The Renwicks still have nightmares from the Aug. 9 encounter, Chuck Renwick told the group. He urged the officials to confine powerboats to neighboring Lake Norman and other larger public lakes.
“Property development is going to continue around Lake Davidson,” Renwick said. “This is as inevitable as the sun rising in the east. We believe our property values are enhanced by the unique calm, quiet and pristine waters of Lake Davidson.”
Lake Davidson's future has galvanized residents like few other lake issues this year, with one camp supporting such restrictions as a 10-horsepower limit on all Lake Davidson boats and another contending that the lake should remain open to all types of water sports and craft.
About 150 residents attended last week's meeting at the Charles Mack Citizen Center in Mooresville.
“We feel a body of water the size of Lake Davidson can include wakeboarding, tubing and skiing as well,” Terry Lord, president of the Lake Norman Ski Club, told the gathering. To not allow boats with engines greater than 10 horsepower would be “eliminating a recreational resource for a large group of citizens,” he said.
Officials should even consider creating a park with all types of outdoor recreation on the lake, skier Becky Fox of Mooresville urged.
Members of the PLEASE@Lake Davidson citizens group said runoff from development is the far greater threat to lake quality, not boat motors. Member Pam Pearson, a lawyer, also cited a letter sent to Davidson by Paul Mrzlak, executive director of the Lake Norman Marine Commission.
“We don't believe that the Town of Davidson has the authority to impose (horsepower) limitations on the boats that use Lake Davidson,” Mrzlak wrote.
He also said the ski slalom course on the lake should stay. “This ski boat activity dates back for several decades, and no problems with this usage have ever been reported to the Lake Norman Marine Commission,” Mrzlak wrote.
Other residents contended at the meeting that Lake Davidson, at 1 percent the size of Lake Norman, shouldn't have boats with high-powered motors.

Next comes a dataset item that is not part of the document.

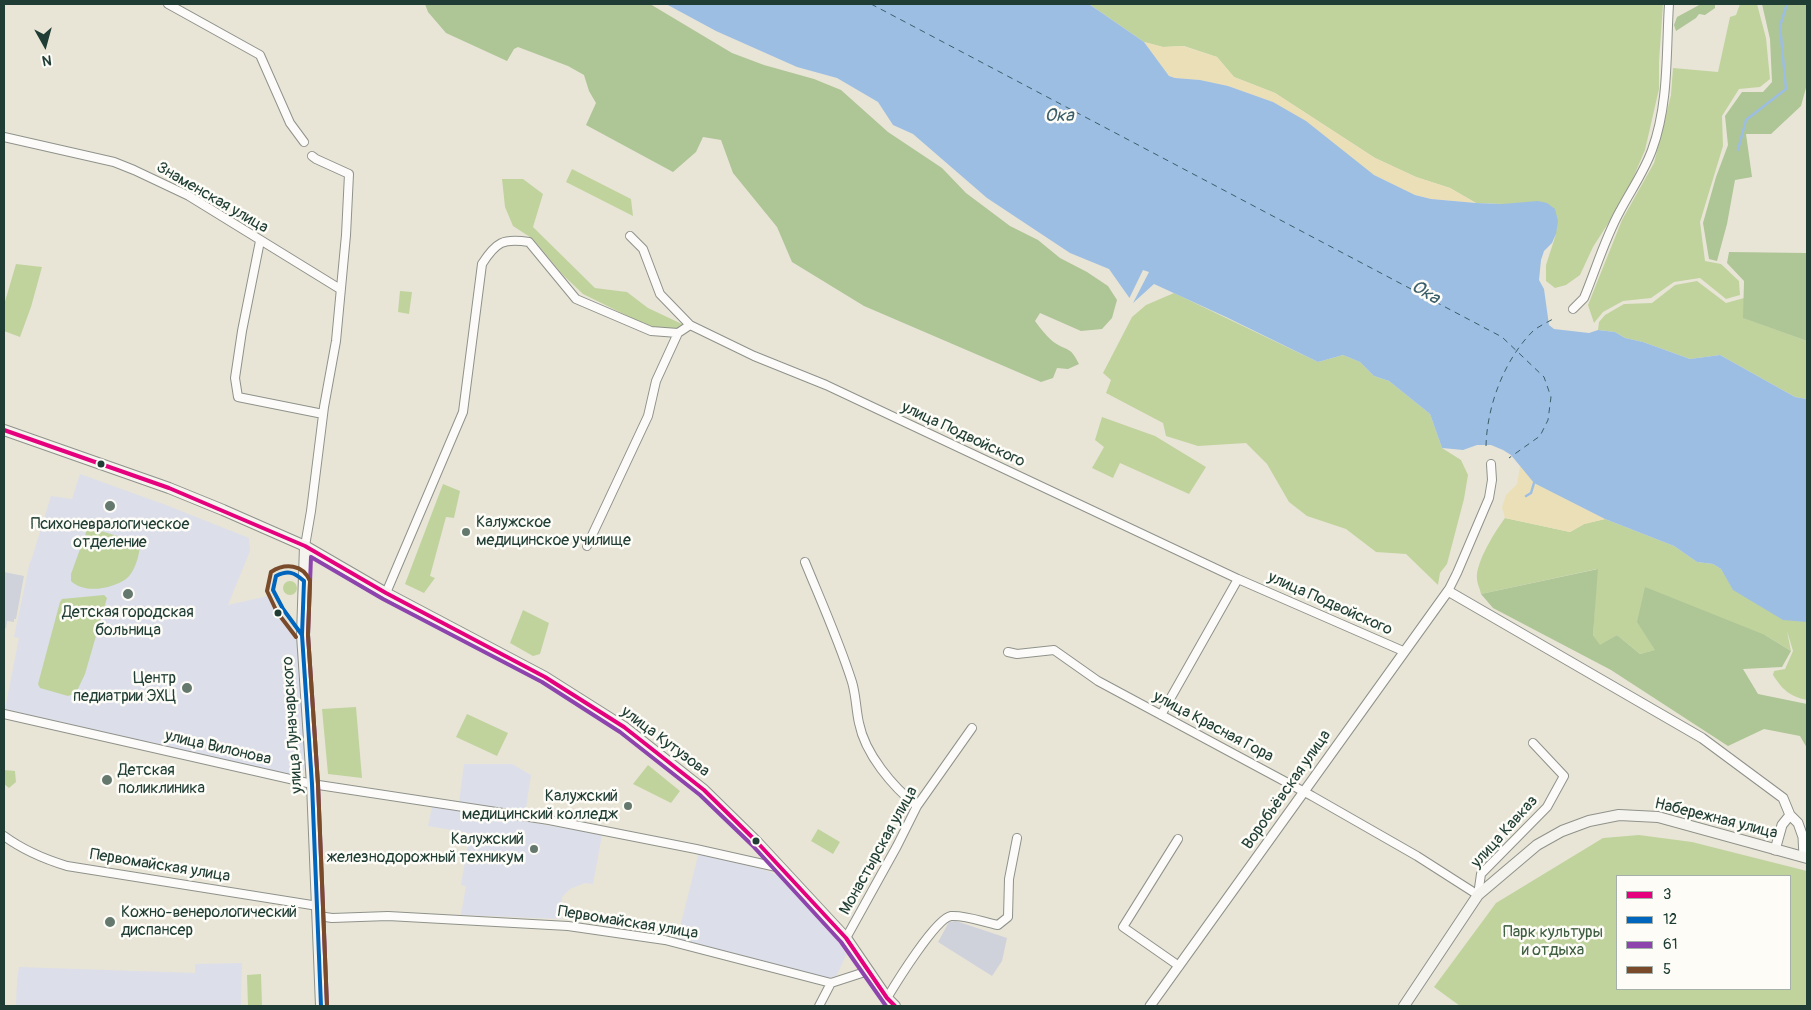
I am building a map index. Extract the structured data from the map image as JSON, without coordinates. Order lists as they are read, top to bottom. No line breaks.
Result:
{"streets":{"main road":["улица Луначарского","улица Кутузова","Набережная улица"],"street":["Знаменская улица","улица Подвойского","улица Красная Гора","улица Вилонова","Воробьёвская улица","улица Кавказ","Монастырская улица","Первомайская улица"]},"crossings":[["Знаменская улица","улица Луначарского"],["улица Подвойского","Воробьёвская улица"],["улица Луначарского","улица Кутузова"],["улица Луначарского","улица Вилонова"],["улица Луначарского","Первомайская улица"],["улица Красная Гора","Воробьёвская улица"],["улица Красная Гора","Набережная улица"],["улица Красная Гора","улица Кавказ"],["улица Кутузова","улица Вилонова"],["улица Кутузова","Монастырская улица"],["Воробьёвская улица","Набережная улица"],["Набережная улица","улица Кавказ"]],"water":["Ока"],"parks":["Парк культуры и отдыха"],"places":["Психоневралогическое отделение","Калужское медицинское училище","Детская городская больница","Центр педиатрии ЭХЦ","Детская поликлиника","Калужский медицинский колледж","Калужский железнодорожный техникум","Кожно-венерологический диспансер"],"lines":["transit line 3","transit line 61","transit line 5","transit line 12"],"legend":["3","12","61","5"],"north":"bottom"}
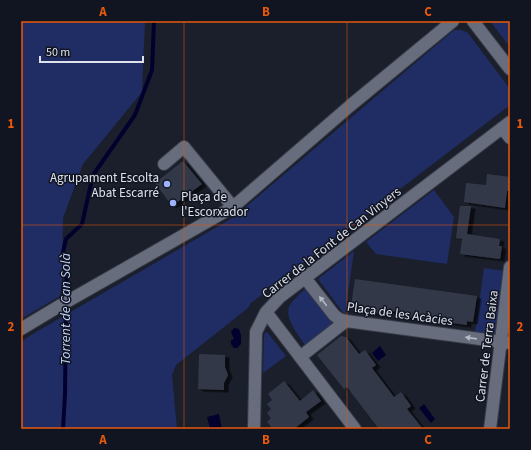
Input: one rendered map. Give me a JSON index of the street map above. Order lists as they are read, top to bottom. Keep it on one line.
{"streets":{"street":["Carrer de la Font de Can Vinyers","Plaça de les Acàcies","Carrer de Terra Baixa"]},"crossings":[["Carrer de la Font de Can Vinyers","Plaça de les Acàcies"],["Plaça de les Acàcies","Carrer de Terra Baixa"]],"one_way":["Plaça de les Acàcies"],"water":["Torrent de Can Solà"],"places":["Agrupament Escolta Abat Escarré","Plaça de l'Escorxador"],"scale_bar":"50 m","grid":{"columns":["A","B","C"],"rows":["1","2"]}}
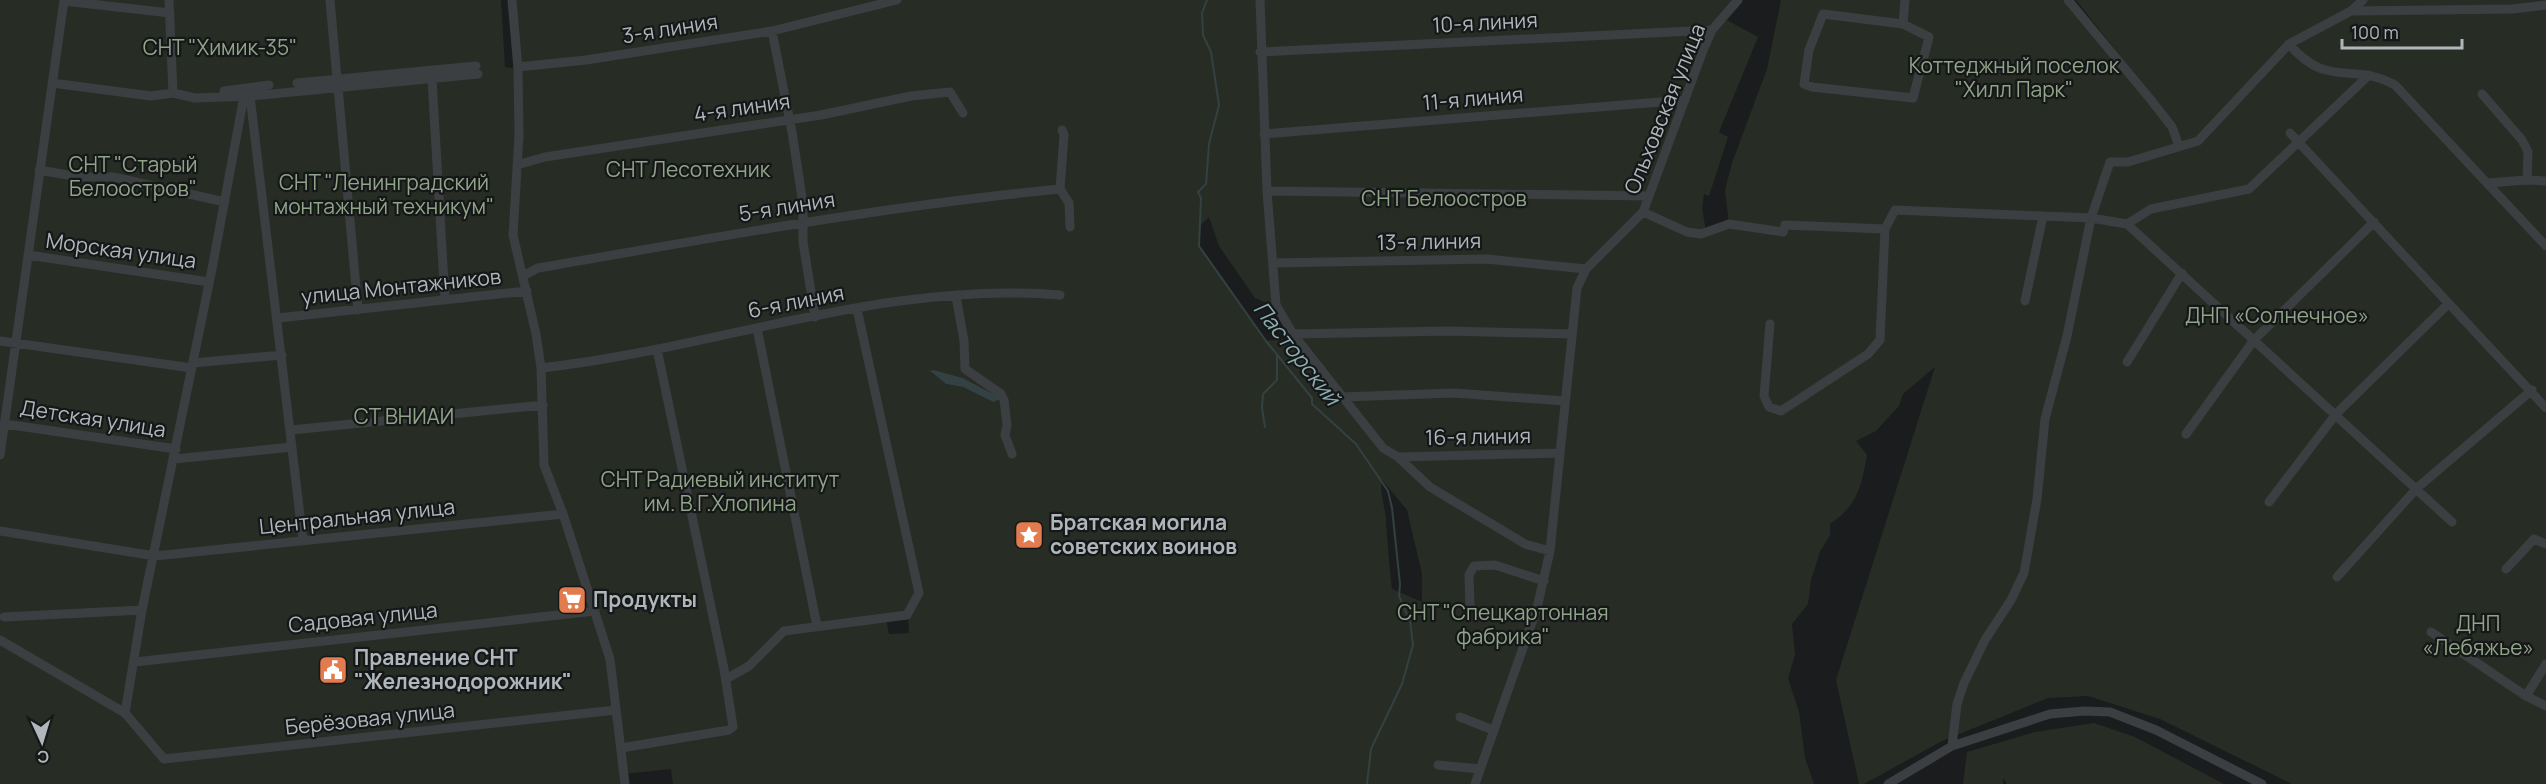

“We are grateful that the water quality of the lake today is good,” said Doug Oldenburg, who lives on Lake Davidson and spoke in behalf of the Friends of Lake Davidson citizens group. “But what will happen to the water quality when the entire shoreline is developed? What would happen to our lake's water quality if the number of big boats on this small lake is doubled or tripled or quadrupled? We believe our water quality would quickly diminish.”
Members of the Davidson Quaker Meeting also urged protection against high-powered boats, saying they backed the recommendations of the Davidson Lands Conservancy.
The conservancy wants Lake Davidson limited to passive watercraft including canoes, kayaks and sailboats and other small boats powered by electric motors. It urges public access points for such watercraft on both the north and south shores, and government enforcement of lake regulations. It also wants permanent 200-foot wide natural buffers on all shoreline without existing development, with walking trails allowed.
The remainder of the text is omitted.